Action

Radio Ad:

Vote YES to proposition 208 and legalize medical Cocaine.

Trevor to Ron:

Now go! I need to meditate. Or masturbate. Or both.

Franklin:

I’m not stoned at all. Hell no, not at all. Completely not stoned. I’m completely not stoned. I’m straight. Completely straight. I could do anything. Shitt, I could be a brain surgeon. Brain surgery, I could do that. Uhh, I shoulda been a surgeon. That’s what I shoulda been…

Lamar to Franklin:

Maybe if you got rid of that old Yee-Yee ass haircut you got you’d get some bitches on your dick.

Beverly the Paparazzo :

She looks like a bloodhound in front of a wind mill.

Trevor, Franklins aunt:

Trevor: "Well, hello there beautiful. Here, (hands over money) go buy yourself something nice.”
Aunt: “This is seven dollars?!?!”
Trevor: “I said something nice, not something expensive…!"

Redwood Cigarettes ad:

Redwood Cigarettes: great for when you're resting in the hospital, playing tennis, or jogging.

Internet ad:

Yoga unifies the mind and body while freeing you from the limitations of dignity and self-respect. It's a work out, a philosophy, and a metaphor all rolled into one. It is everything. It is nothing. Be. Be nothing.
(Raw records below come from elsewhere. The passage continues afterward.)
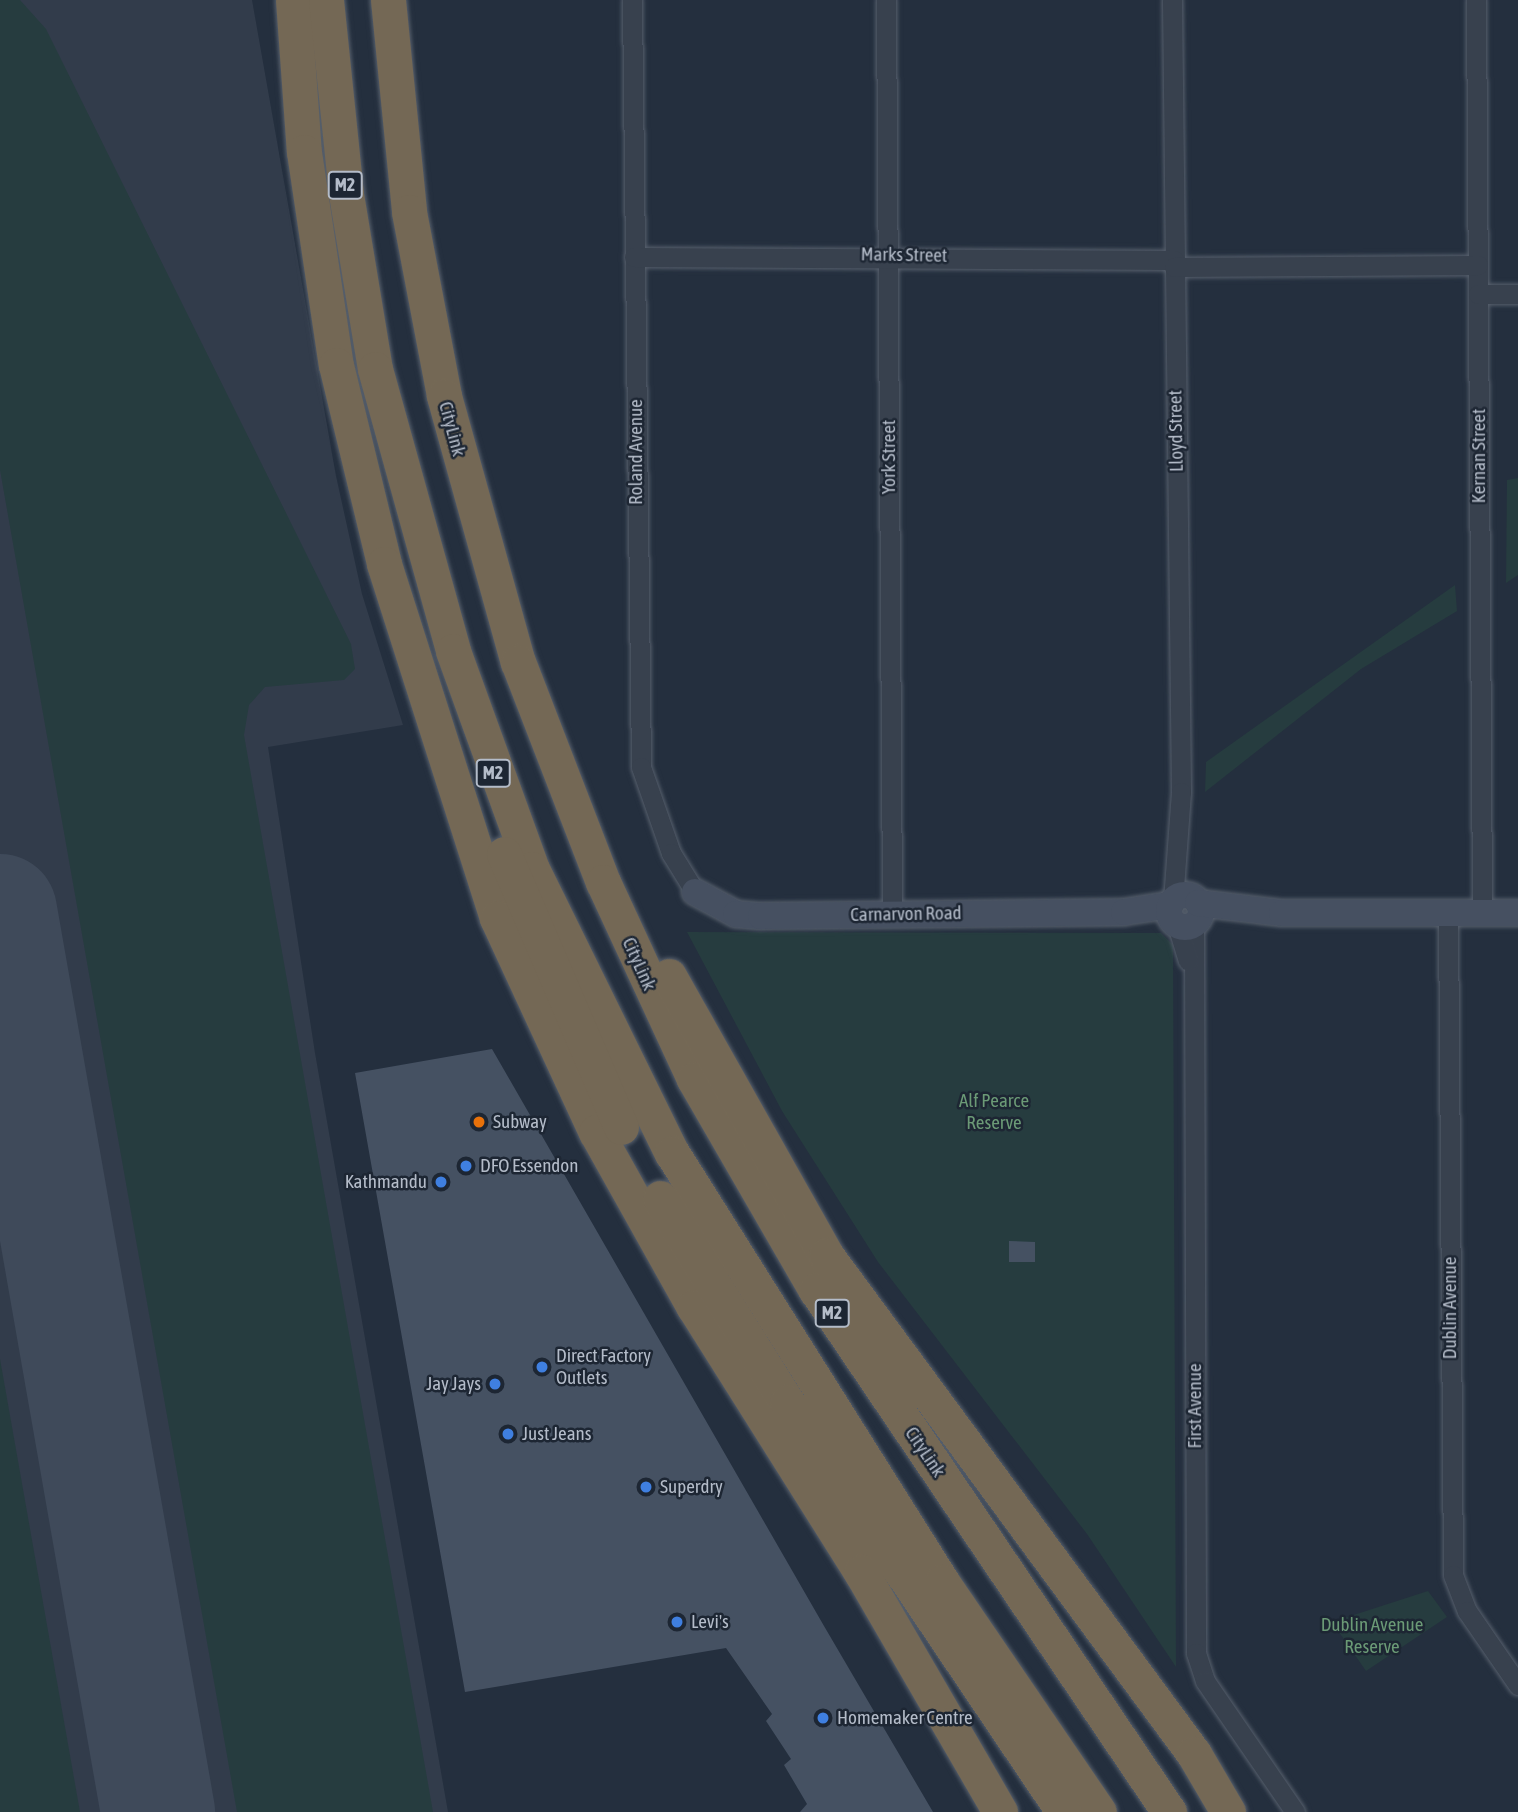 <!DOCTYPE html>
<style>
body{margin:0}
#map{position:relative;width:1518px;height:1812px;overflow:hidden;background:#242f3e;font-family:"Asap Condensed",sans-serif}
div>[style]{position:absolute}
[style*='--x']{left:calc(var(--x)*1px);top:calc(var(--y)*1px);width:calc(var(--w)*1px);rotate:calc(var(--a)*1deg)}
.airport>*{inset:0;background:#323c4b}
.green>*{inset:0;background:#263c3f}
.runway>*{height:114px;margin:-57px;padding:0 57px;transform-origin:57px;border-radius:57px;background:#3f4a5a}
.building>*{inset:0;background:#455162}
.roads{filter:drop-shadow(0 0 2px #565f6c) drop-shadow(0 0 2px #565f6c)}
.street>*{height:19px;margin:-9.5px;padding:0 9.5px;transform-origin:9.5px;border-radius:9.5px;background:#38414e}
.secondary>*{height:26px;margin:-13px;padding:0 13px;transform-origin:13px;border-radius:13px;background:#465061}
.secondary>.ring{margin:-13px;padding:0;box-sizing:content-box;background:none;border:26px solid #465061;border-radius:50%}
.highway>*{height:35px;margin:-17.5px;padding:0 17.5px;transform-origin:17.5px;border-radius:17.5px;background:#746855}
.dots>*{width:19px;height:19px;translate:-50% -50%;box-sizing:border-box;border:4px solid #1d2633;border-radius:50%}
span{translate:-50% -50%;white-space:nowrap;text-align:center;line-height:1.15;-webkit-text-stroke:5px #1d2633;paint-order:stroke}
.shield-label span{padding:2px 5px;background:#1d2633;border:2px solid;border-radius:5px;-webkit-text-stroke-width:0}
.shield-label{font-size:18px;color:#b4bcc9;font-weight:700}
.street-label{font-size:19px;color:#b4bcc9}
.park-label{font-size:19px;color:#6b9a76}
.poi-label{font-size:19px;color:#b4bcc9}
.left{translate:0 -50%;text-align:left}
.right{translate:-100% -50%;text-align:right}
</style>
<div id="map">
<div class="airport">
<div style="clip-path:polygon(0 0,252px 0,336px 476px,362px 594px,403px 725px,268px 747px,315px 1053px,448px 1812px,0 1812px)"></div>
</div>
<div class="green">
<div style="clip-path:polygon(0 0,20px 0,46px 29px,351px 644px,355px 669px,344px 680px,265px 687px,249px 705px,244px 735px,433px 1812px,237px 1812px,0 470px)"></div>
<div style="clip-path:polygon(1518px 478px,1518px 575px,1506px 583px,1507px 480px)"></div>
<div style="clip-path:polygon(1455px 585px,1457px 611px,1361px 669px,1205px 792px,1206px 762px)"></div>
<div style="clip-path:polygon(687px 932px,1161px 933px,1173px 945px,1176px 1667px,1087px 1534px,878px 1262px,782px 1111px)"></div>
<div style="clip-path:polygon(0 1359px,80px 1812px,0 1812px)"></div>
<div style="clip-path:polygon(1428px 1591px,1447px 1617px,1366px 1671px,1332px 1622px)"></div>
</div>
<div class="runway">
<div style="--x:0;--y:911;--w:915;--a:80.05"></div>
</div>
<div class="building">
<div style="clip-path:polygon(492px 1049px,824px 1626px,933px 1812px,800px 1812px,807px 1804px,784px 1765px,791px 1759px,766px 1721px,772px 1714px,726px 1648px,465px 1692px,355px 1073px)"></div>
<div style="clip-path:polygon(1009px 1241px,1035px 1242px,1035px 1262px,1009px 1262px)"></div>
</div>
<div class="roads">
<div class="street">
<div style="--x:632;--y:0;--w:767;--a:89.33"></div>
<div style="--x:641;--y:767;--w:91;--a:70.8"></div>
<div style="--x:671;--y:853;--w:46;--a:58.4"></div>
<div style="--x:886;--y:0;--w:914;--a:89.62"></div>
<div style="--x:1172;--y:0;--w:792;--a:89.35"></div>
<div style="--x:1181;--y:792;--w:108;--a:94.2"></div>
<div style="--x:1476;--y:0;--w:913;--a:89.62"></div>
<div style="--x:634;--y:257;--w:540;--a:0.32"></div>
<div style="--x:1174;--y:267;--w:304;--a:-0.4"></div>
<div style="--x:1478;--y:294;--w:40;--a:0"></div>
<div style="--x:1448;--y:912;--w:663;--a:89.57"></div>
<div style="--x:1453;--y:1575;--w:39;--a:69"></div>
<div style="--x:1467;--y:1611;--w:90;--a:55.4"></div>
<div style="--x:1194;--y:924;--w:729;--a:89.84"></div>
<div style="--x:1196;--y:1653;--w:29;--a:72"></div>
<div style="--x:1205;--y:1681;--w:159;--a:55.5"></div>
<div style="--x:1177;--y:925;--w:37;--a:73"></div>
</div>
<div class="secondary">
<div style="--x:695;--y:892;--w:47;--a:28.2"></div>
<div style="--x:736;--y:914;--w:25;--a:5"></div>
<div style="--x:761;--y:916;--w:363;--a:-0.6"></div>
<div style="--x:1124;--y:912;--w:47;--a:-8.7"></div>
<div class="ring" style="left:1169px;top:895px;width:6px;height:6px"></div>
<div style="--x:1198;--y:903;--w:85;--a:6.8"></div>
<div style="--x:1282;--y:913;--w:236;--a:0"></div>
</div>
<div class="highway">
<div style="--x:293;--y:0;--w:152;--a:85.9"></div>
<div style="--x:304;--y:152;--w:215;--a:81.5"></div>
<div style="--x:336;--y:365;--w:205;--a:76.4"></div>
<div style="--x:384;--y:564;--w:372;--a:72.3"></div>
<div style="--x:497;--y:918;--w:236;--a:65.2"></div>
<div style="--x:596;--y:1132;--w:201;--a:60.8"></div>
<div style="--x:694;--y:1307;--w:313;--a:57.8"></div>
<div style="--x:861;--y:1572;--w:277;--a:59.9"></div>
<div style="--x:326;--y:0;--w:195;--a:84.1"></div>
<div style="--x:346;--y:194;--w:177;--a:80.6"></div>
<div style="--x:375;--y:369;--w:293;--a:74.5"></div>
<div style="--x:453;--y:651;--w:232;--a:70.1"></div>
<div style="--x:532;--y:869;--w:317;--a:63.8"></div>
<div style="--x:672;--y:1153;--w:507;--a:57.81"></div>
<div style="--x:942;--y:1582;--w:278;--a:55.7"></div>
<div style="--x:388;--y:0;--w:213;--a:84.3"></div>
<div style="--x:409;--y:212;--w:187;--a:79.2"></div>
<div style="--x:444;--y:396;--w:276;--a:74.5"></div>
<div style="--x:518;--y:662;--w:236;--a:68.9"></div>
<div style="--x:603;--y:882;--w:217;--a:65.2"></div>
<div style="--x:694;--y:1079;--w:244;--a:60"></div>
<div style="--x:816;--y:1290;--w:630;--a:55.93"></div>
<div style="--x:504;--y:854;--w:297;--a:66.8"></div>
<div style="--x:669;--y:976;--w:320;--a:60.6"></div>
<div style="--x:826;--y:1255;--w:620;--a:53.59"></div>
<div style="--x:1194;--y:1754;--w:67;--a:59.6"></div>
<div style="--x:660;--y:1198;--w:240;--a:58.1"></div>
<div style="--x:787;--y:1402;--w:495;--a:56"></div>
</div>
</div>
<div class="dots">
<div style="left:479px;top:1122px;background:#e8710a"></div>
<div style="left:466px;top:1166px;background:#3f7fe0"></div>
<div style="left:441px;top:1182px;background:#3f7fe0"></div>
<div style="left:542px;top:1367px;background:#3f7fe0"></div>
<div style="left:495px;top:1384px;background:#3f7fe0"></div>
<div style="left:508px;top:1434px;background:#3f7fe0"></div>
<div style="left:646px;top:1487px;background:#3f7fe0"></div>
<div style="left:677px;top:1622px;background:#3f7fe0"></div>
<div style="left:823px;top:1718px;background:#3f7fe0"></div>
</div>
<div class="shield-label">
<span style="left:345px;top:185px">M2</span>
<span style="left:493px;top:773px">M2</span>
<span style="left:832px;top:1313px">M2</span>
</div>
<div class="street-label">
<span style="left:904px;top:255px;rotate:1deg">Marks Street</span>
<span style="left:452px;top:429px;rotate:75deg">CityLink</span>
<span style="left:1176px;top:431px;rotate:-91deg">Lloyd Street</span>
<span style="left:636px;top:452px;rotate:-90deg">Roland Avenue</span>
<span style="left:1479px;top:456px;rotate:-90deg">Kernan Street</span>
<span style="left:889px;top:457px;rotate:-90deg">York Street</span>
<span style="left:906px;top:914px;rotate:-1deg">Carnarvon Road</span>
<span style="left:639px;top:964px;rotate:66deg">CityLink</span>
<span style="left:1450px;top:1308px;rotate:-90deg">Dublin Avenue</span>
<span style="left:1195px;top:1406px;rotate:-90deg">First Avenue</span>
<span style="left:925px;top:1452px;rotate:56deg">CityLink</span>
</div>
<div class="park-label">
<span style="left:994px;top:1112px">Alf Pearce<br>Reserve</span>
<span style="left:1372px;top:1636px">Dublin Avenue<br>Reserve</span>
</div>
<div class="poi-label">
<span class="left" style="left:493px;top:1122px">Subway</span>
<span class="left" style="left:480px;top:1166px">DFO Essendon</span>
<span class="right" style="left:427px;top:1182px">Kathmandu</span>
<span class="left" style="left:556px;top:1367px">Direct Factory<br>Outlets</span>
<span class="right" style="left:481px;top:1384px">Jay Jays</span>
<span class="left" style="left:522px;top:1434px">Just Jeans</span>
<span class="left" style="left:660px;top:1487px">Superdry</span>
<span class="left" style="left:691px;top:1622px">Levi's</span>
<span class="left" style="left:837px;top:1718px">Homemaker Centre</span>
</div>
</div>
Police helicopter co-pilot:

Have you read the manual for this thing?

Radio:

It was crazy as hell. He must've been tweaking. I know I am. You got a washing machine I could take apart?

TV producer:

Chinese people – who wants to get killed in our movie?

Radio alert:

The police are asking citizens to be alert and mistrustful of anyone who doesn't look like them.